In this repository, we have used the most used features that are available in librosa library including:
- MFCC
- Chromagram
- MEL Spectrogram Frequency (mel)
- Contrast
- Tonnetz (tonal centroid features)
Grid search results are already provided in grid
folder, but if you want to tune various grid search parameters in parameters.py
, you can run the script grid_search.py
by:
python grid_search.py
This may take several hours to complete execution, once it is finished, best estimators are stored and pickled in grid
folder.
The way to build and train a model for classifying 3 emotions is as shown below:
from emotion_recognition import EmotionRecognizer
from sklearn.svm import SVC
# init a model, let's use SVC
my_model = SVC()
# pass my model to EmotionRecognizer instance
# and balance the dataset
rec = EmotionRecognizer(model=my_model, emotions=['sad', 'neutral', 'happy'], balance=True, verbose=0)
# train the model
rec.train()
# check the test accuracy for that model
print("Test score:", rec.test_score())
# check the train accuracy for that model
print("Train score:", rec.train_score())
Output:
Test score: 0.8148148148148148
Train score: 1.0
In order to determine the best model, you can by:
# loads the best estimators from `grid` folder that was searched by GridSearchCV in `grid_search.py`,
# and set the model to the best in terms of test score, and then train it
rec.determine_best_model()
# get the determined sklearn model name
print(rec.model.__class__.__name__, "is the best")
# get the test accuracy score for the best estimator
print("Test score:", rec.test_score())
Output:
MLPClassifier is the best
Test Score: 0.8958333333333334
Just pass an audio path to the rec.predict()
method as shown below:
# this is a neutral speech from emo-db from the testing set
print("Prediction:", rec.predict("data/emodb/wav/15a04Nc.wav"))
# this is a sad speech from TESS from the testing set
print("Prediction:", rec.predict("data/validation/Actor_25/25_01_01_01_back_sad.wav"))
Output:
Prediction: neutral
Prediction: sad
You can pass any audio file, if it's not in the appropriate format (16000Hz and mono channel), then it'll be automatically converted, make sure you have ffmpeg
installed in your system and added to PATH.
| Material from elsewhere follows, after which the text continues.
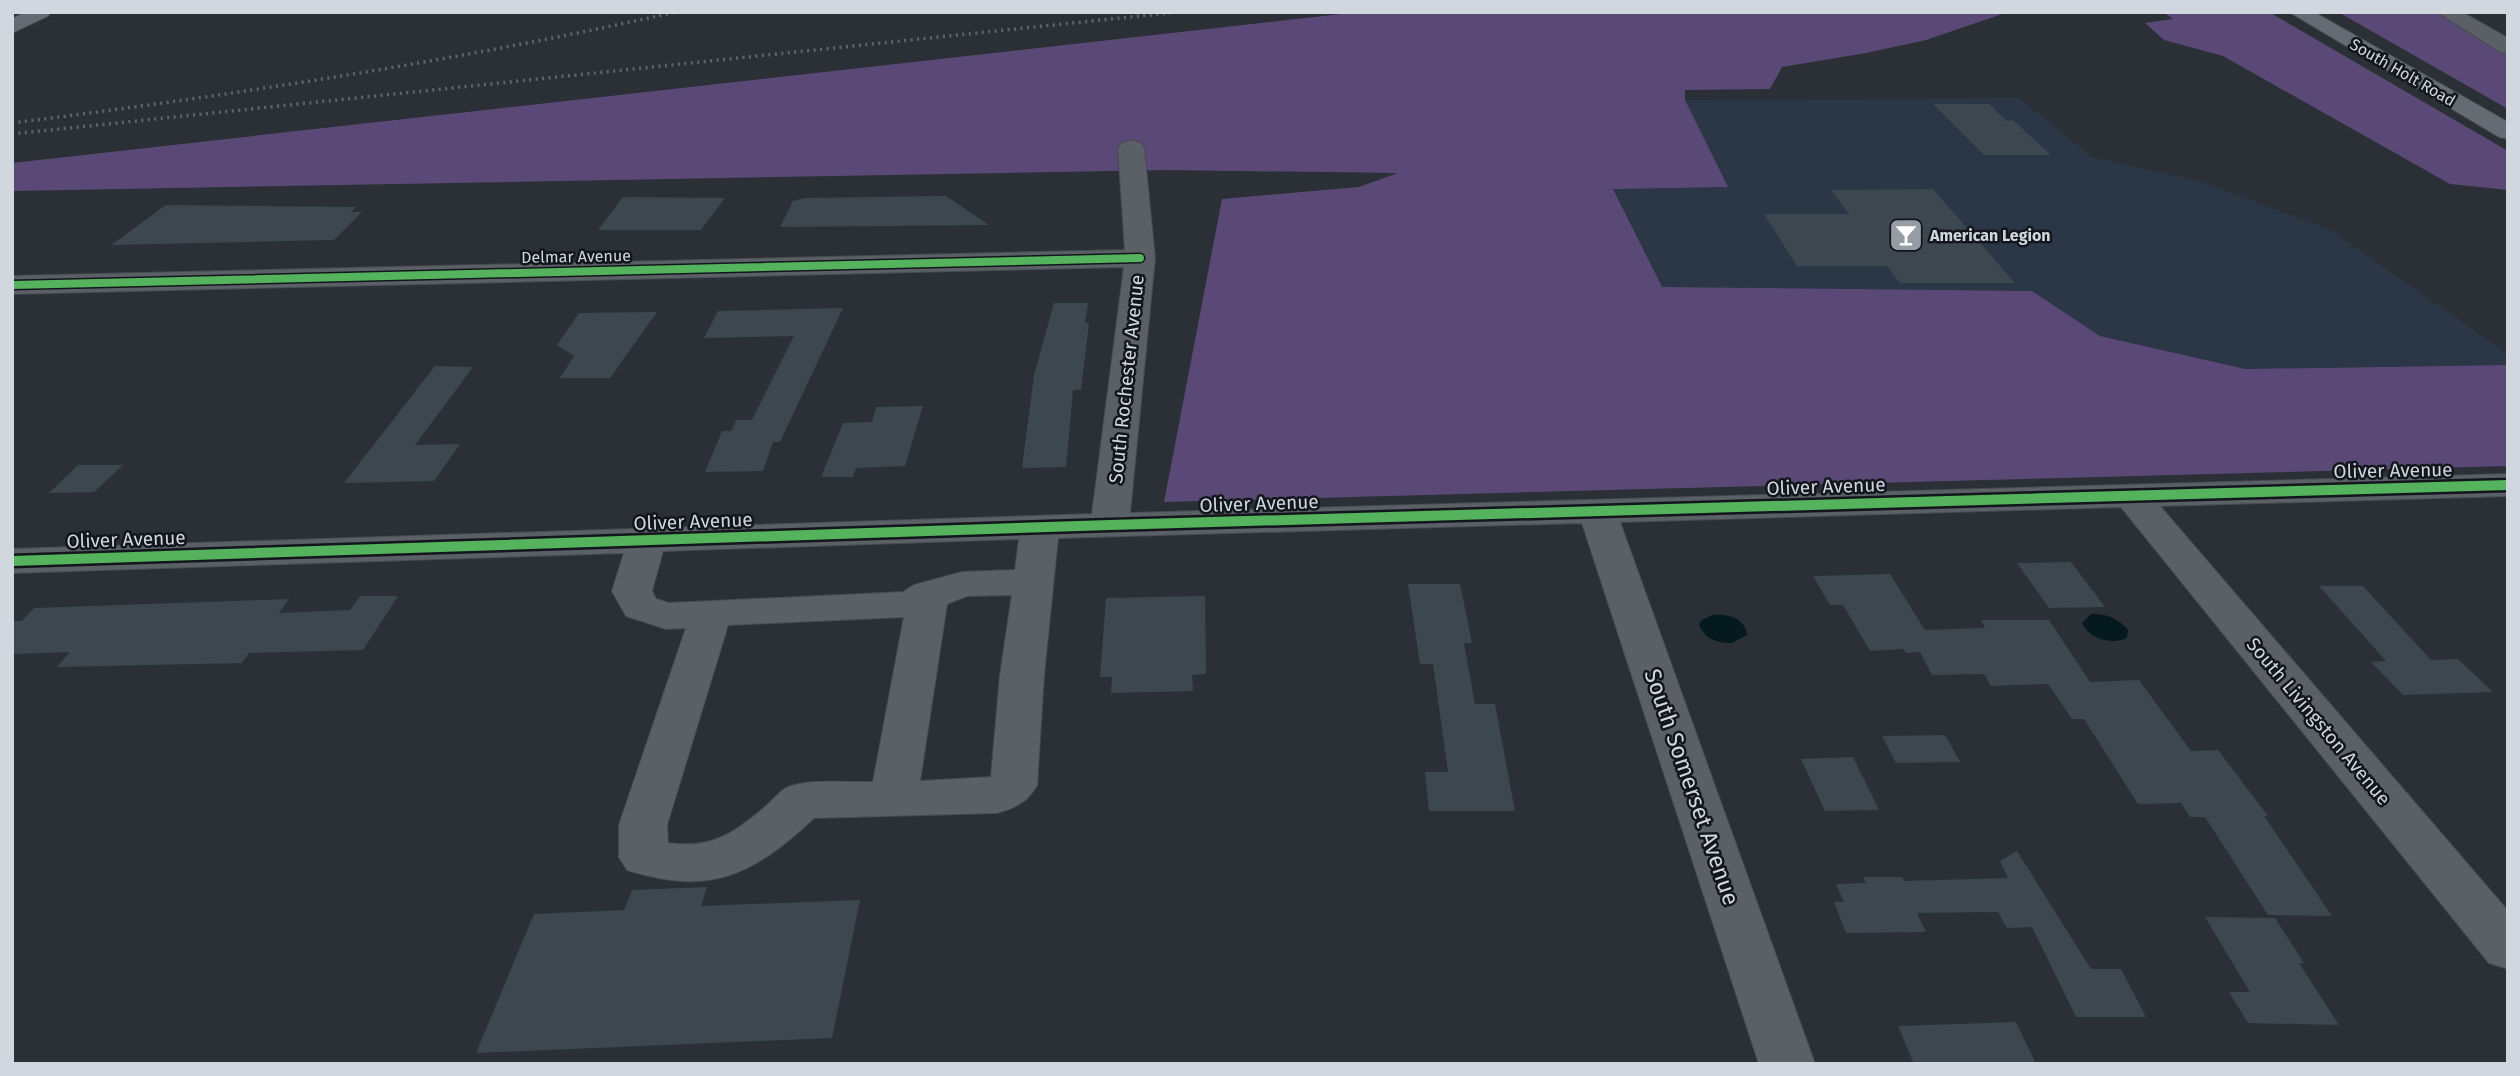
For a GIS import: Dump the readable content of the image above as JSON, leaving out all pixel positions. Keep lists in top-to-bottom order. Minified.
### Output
{"streets":{"main road":["South Holt Road"],"street":["Delmar Avenue","South Rochester Avenue","Oliver Avenue","South Livingston Avenue","South Somerset Avenue"]},"crossings":[["Delmar Avenue","South Rochester Avenue"],["South Rochester Avenue","Oliver Avenue"],["Oliver Avenue","South Livingston Avenue"],["Oliver Avenue","South Somerset Avenue"]],"places":{"bar":["American Legion"]}}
from deep_emotion_recognition import DeepEmotionRecognizer
# initialize instance
# inherited from emotion_recognition.EmotionRecognizer
# default parameters (LSTM: 128x2, Dense:128x2)
deeprec = DeepEmotionRecognizer(emotions=['angry', 'sad', 'neutral', 'ps', 'happy'], n_rnn_layers=2, n_dense_layers=2, rnn_units=128, dense_units=128)
# train the model
deeprec.train()
# get the accuracy
print(deeprec.test_score())
# predict angry audio sample
prediction = deeprec.predict('data/validation/Actor_10/03-02-05-02-02-02-10_angry.wav')
print(f"Prediction: {prediction}")
Output:
0.7717948717948718
Prediction: angry
Predicting probabilities is also possible (for classification ofc):
print(deeprec.predict_proba("data/emodb/wav/16a01Wb.wav"))
Output:
{'angry': 0.99878675, 'sad': 0.0009922335, 'neutral': 7.959707e-06, 'ps': 0.00021298956, 'happy': 8.3598025e-08}
print(deeprec.confusion_matrix(percentage=True, labeled=True))
Output:
predicted_angry predicted_sad predicted_neutral predicted_ps predicted_happy
true_angry 80.769226 7.692308 3.846154 5.128205 2.564103
true_sad 12.820514 73.076920 3.846154 6.410257 3.846154
true_neutral 1.282051 1.282051 79.487183 1.282051 16.666668
true_ps 10.256411 3.846154 1.282051 79.487183 5.128205
true_happy 5.128205 8.974360 7.692308 8.974360 69.230774
Below code initializes EmotionRecognizer
with 3 chosen emotions while removing Custom dataset, and setting balance
to False
:
from emotion_recognition import EmotionRecognizer
# initialize instance, this will take a bit the first time executed
# as it'll extract the features and calls determine_best_model() automatically
# to load the best performing model on the picked dataset
rec = EmotionRecognizer(emotions=["angry", "neutral", "sad"], balance=False, verbose=1, custom_db=False)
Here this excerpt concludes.